The reason why recklessness is a part of life is because emotions are a part of life. Recklessness isn't a rarity because emotional self-control isn't a rarity.
Strong emotions, positive or negative, skew the way we make our decisions. Depending on our moods, we might not be aware of how they affect us. Depending on what just happened prior, we might not be aware of how that motivates or discourages us in our current decision making. Depending on deeply loved or hated the person saying something is, we might not be aware of how our feelings for that person cloud our perception of his or her words.
All the above are examples of recklessness because in a different scenario, our perception and thus our decisions would probably change. If our decision changes, yet the situation itself didn't change, then the difference -- and hence, the problem -- lies within us. That difference is a problem because we are not rigorous enough in our assessment of the world and thus not being fair to how we treat the people around us.

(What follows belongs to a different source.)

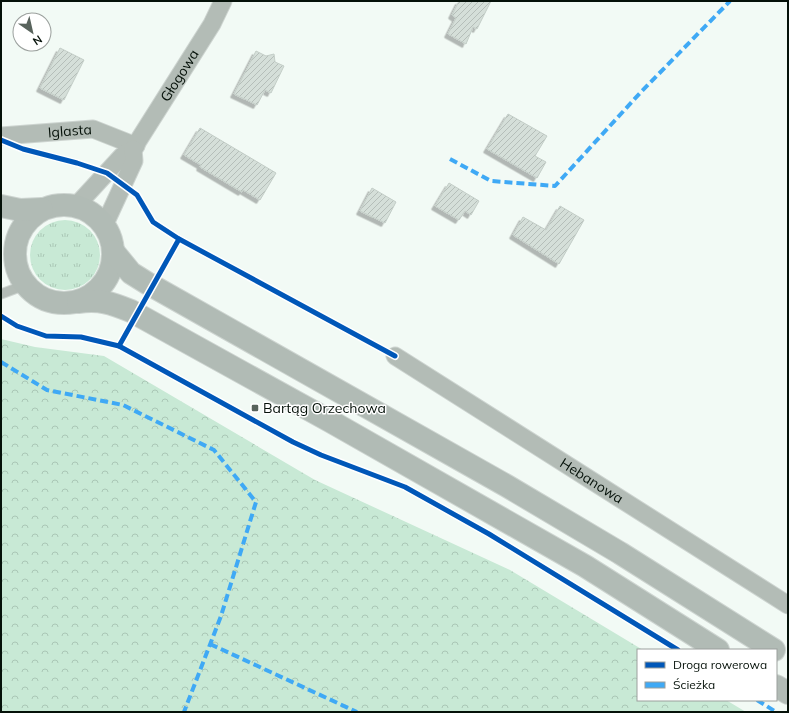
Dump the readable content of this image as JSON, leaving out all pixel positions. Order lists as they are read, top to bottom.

Sun Tzu goes a step further: those who are reckless can be killed. This is true in war and in violent conditions, but in the everyday where killings don't normally take place, they are terminated, rejected, or excluded.
Those who terminate, reject, or exclude are sometimes completely neutral. They simply don't have an interest in either our success or failure because they act in self-interest, which doesn't always align with ours. So they aren't necessarily our enemies when they act they way they do. Where they do harm is when their act is done in cold analysis without a trace of empathy, and they would do so even if it merely gives them some small advantage.

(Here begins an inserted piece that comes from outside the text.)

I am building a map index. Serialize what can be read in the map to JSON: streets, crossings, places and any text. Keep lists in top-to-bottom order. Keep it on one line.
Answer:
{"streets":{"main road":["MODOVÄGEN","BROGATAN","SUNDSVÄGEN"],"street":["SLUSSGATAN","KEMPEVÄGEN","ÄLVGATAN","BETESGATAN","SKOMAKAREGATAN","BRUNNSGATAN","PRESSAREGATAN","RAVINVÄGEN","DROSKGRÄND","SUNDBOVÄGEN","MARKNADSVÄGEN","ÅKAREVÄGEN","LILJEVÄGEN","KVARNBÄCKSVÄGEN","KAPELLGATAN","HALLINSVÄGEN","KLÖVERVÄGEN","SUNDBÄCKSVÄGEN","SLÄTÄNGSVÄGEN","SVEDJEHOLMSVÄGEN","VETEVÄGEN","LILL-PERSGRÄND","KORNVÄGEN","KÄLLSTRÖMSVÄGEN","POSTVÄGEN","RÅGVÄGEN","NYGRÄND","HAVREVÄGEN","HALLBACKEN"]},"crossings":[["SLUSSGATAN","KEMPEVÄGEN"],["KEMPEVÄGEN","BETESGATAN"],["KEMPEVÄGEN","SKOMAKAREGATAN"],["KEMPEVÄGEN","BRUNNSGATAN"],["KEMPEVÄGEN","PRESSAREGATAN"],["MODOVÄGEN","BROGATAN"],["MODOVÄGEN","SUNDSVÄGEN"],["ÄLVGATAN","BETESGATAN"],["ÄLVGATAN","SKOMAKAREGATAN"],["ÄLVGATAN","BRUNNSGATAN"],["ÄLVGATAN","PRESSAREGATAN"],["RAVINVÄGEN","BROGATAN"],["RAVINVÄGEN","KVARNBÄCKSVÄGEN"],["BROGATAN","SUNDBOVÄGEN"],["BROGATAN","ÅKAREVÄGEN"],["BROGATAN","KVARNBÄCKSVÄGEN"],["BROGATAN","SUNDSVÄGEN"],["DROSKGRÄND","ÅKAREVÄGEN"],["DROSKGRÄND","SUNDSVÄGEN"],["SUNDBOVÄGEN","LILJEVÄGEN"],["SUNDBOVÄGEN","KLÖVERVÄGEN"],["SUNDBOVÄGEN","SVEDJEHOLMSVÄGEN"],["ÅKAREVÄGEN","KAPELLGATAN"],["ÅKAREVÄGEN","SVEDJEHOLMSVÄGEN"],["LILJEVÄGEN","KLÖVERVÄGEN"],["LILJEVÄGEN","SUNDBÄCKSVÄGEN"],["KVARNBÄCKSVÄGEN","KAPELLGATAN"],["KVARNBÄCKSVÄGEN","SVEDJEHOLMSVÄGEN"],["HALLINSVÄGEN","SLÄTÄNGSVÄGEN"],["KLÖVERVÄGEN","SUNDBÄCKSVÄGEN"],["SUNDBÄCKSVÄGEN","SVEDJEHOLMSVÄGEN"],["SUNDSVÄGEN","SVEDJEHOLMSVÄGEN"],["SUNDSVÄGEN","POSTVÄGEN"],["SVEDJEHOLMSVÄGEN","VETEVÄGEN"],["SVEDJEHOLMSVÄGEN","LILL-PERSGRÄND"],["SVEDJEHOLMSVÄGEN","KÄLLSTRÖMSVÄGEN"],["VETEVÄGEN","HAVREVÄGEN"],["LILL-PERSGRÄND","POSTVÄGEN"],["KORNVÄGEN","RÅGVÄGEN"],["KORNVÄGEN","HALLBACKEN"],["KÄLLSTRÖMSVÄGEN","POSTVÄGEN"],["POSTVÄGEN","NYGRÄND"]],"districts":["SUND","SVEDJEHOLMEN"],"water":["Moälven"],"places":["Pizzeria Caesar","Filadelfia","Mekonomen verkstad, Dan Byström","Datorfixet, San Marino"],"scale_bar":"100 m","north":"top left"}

Therefore, when people act recklessly, they open themselves up to others exploiting their clear mistake, or at the very least, cause others to change their minds.
In my experience, recklessness is predominately a matter of maturity. It is an act I see much too often in young people. However, I believe this is perfectly natural. It is perfectly natural that young people act recklessly when they are not mature yet. Older people tend to get upset with young people for making dumb mistakes, but they conveniently forget how they first started out. They, too, needed time to mature and had their share of dumb mistakes. It is also unfair and unreasonable to expect children to act like adults -- especially when the adults themselves aren't exactly role models.

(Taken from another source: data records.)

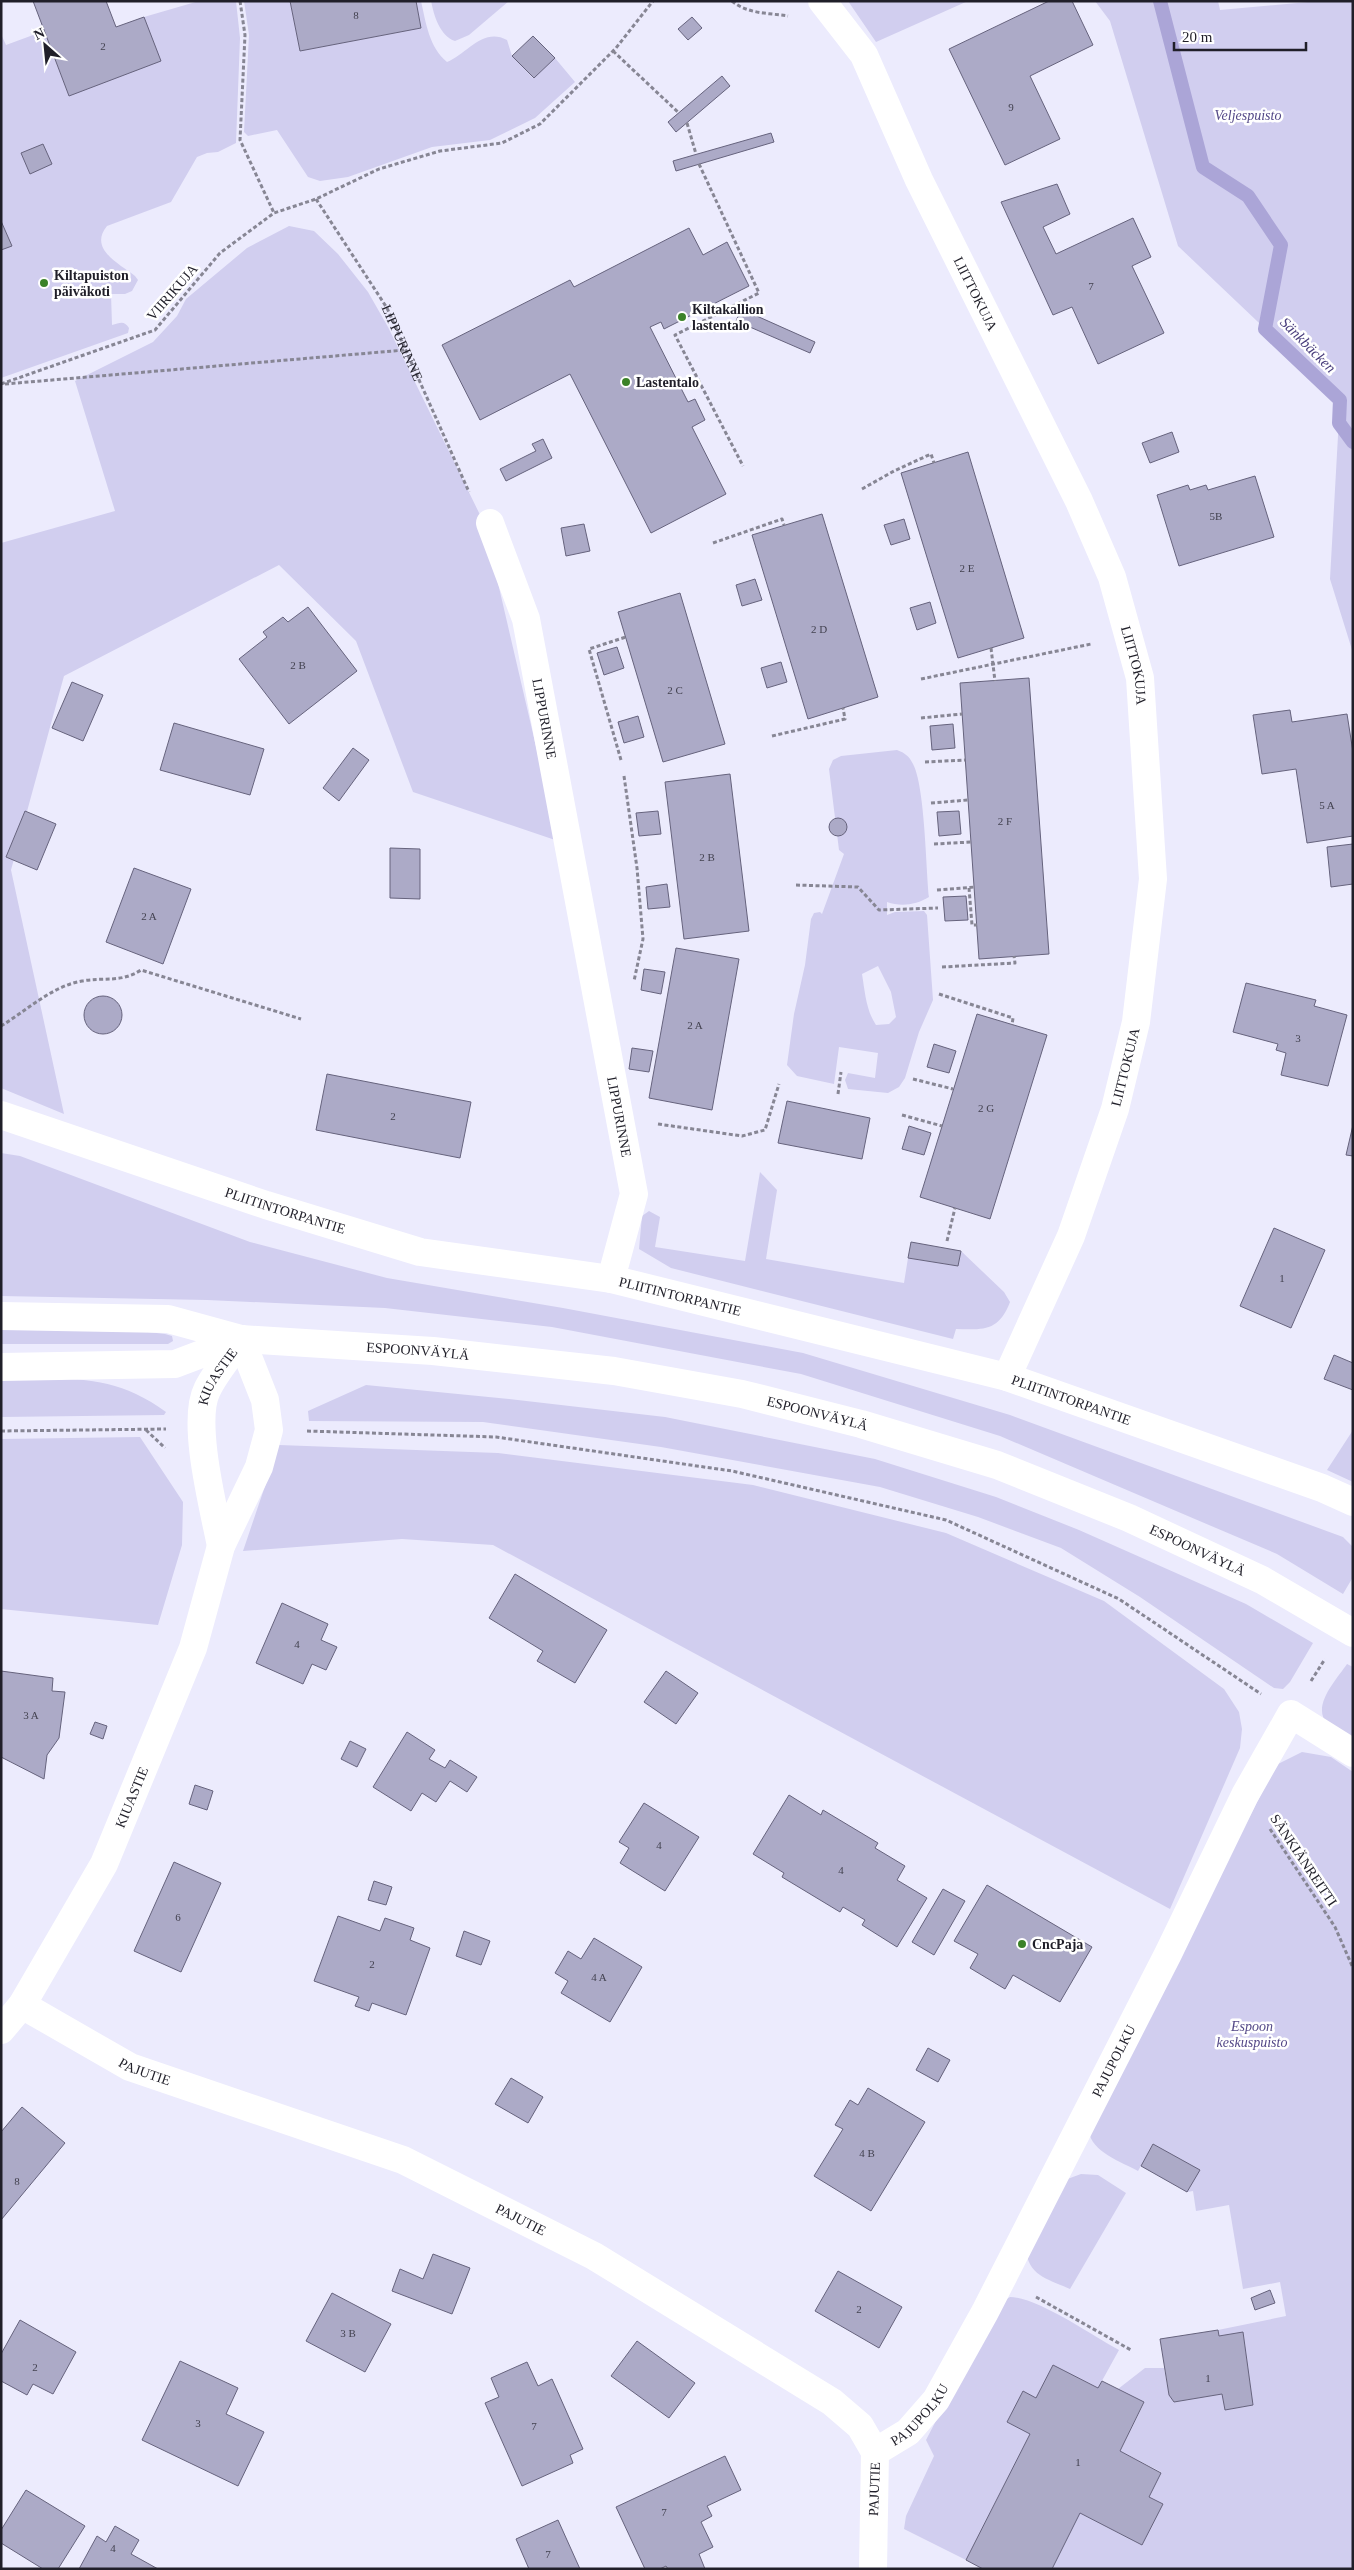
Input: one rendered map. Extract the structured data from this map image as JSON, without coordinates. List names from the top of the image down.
{
  "streets": {
    "street": [
      "LIITTOKUJA",
      "LIPPURINNE",
      "PLIITINTORPANTIE",
      "ESPOONVÄYLÄ",
      "KIUASTIE",
      "PAJUPOLKU",
      "PAJUTIE"
    ],
    "path": ["VIIRIKUJA", "SÄNKIÄNREITTI"]
  },
  "crossings": [
    ["VIIRIKUJA", "LIPPURINNE"],
    ["LIITTOKUJA", "PLIITINTORPANTIE"],
    ["LIPPURINNE", "PLIITINTORPANTIE"],
    ["ESPOONVÄYLÄ", "KIUASTIE"],
    ["KIUASTIE", "PAJUTIE"],
    ["SÄNKIÄNREITTI", "PAJUPOLKU"],
    ["PAJUPOLKU", "PAJUTIE"]
  ],
  "water": ["Sänkbäcken"],
  "parks": ["Veljespuisto", "Espoon keskuspuisto"],
  "places": [
    "Kiltapuiston päiväkoti",
    "Kiltakallion lastentalo",
    "Lastentalo",
    "CncPaja"
  ],
  "house_numbers": [
    "8",
    "2",
    "9",
    "7",
    "5B",
    "2 E",
    "2 D",
    "2 B",
    "2 C",
    "5 A",
    "2 F",
    "2 B",
    "2 A",
    "2 A",
    "3",
    "2 G",
    "2",
    "1",
    "4",
    "3 A",
    "4",
    "4",
    "6",
    "2",
    "4 A",
    "4 B",
    "8",
    "2",
    "3 B",
    "2",
    "1",
    "3",
    "7",
    "1",
    "7",
    "4",
    "7"
  ],
  "scale_bar": "20 m",
  "north": "top left"
}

Recklessness can be controlled through controlling your emotions. Impatience, lack of empathy, and reacting in an extreme manner are common culprits.
One good way you can become proficient at controlling your emotions is through consistent practice in tough situations. Develop for yourself a sort of personal training program that involves taking on moments that would leave you feeling impatient, sounding angry, or doing something mean.
When in doubt, don't say or do anything, but if you must say or do something, make them kind words or actions.
I would be reckless to not include another culprit: ego. Sometimes decisions are made that won't help the situation except to stroke the ego, which ultimately helps no one, even the person being stroked. Ego is also synonymous with greed and selfishness. Others might use this to their advantage by baiting a person who is egoistical, greedy, or selfish since he or she is quite predictable in behavior.
The opposite of recklessness is prudence. Prudence can be achieved by examining each situation carefully before taking action. You can visualize taking an object and analyzing every aspect of that object. You are critiquing without being critical. This is what you can do whenever you encounter a person or scenario in life. No one can take advantage of you when you do this because a proper decision can be defended in the highest courts and on the front page of the Wall Street Journal or the New York Times.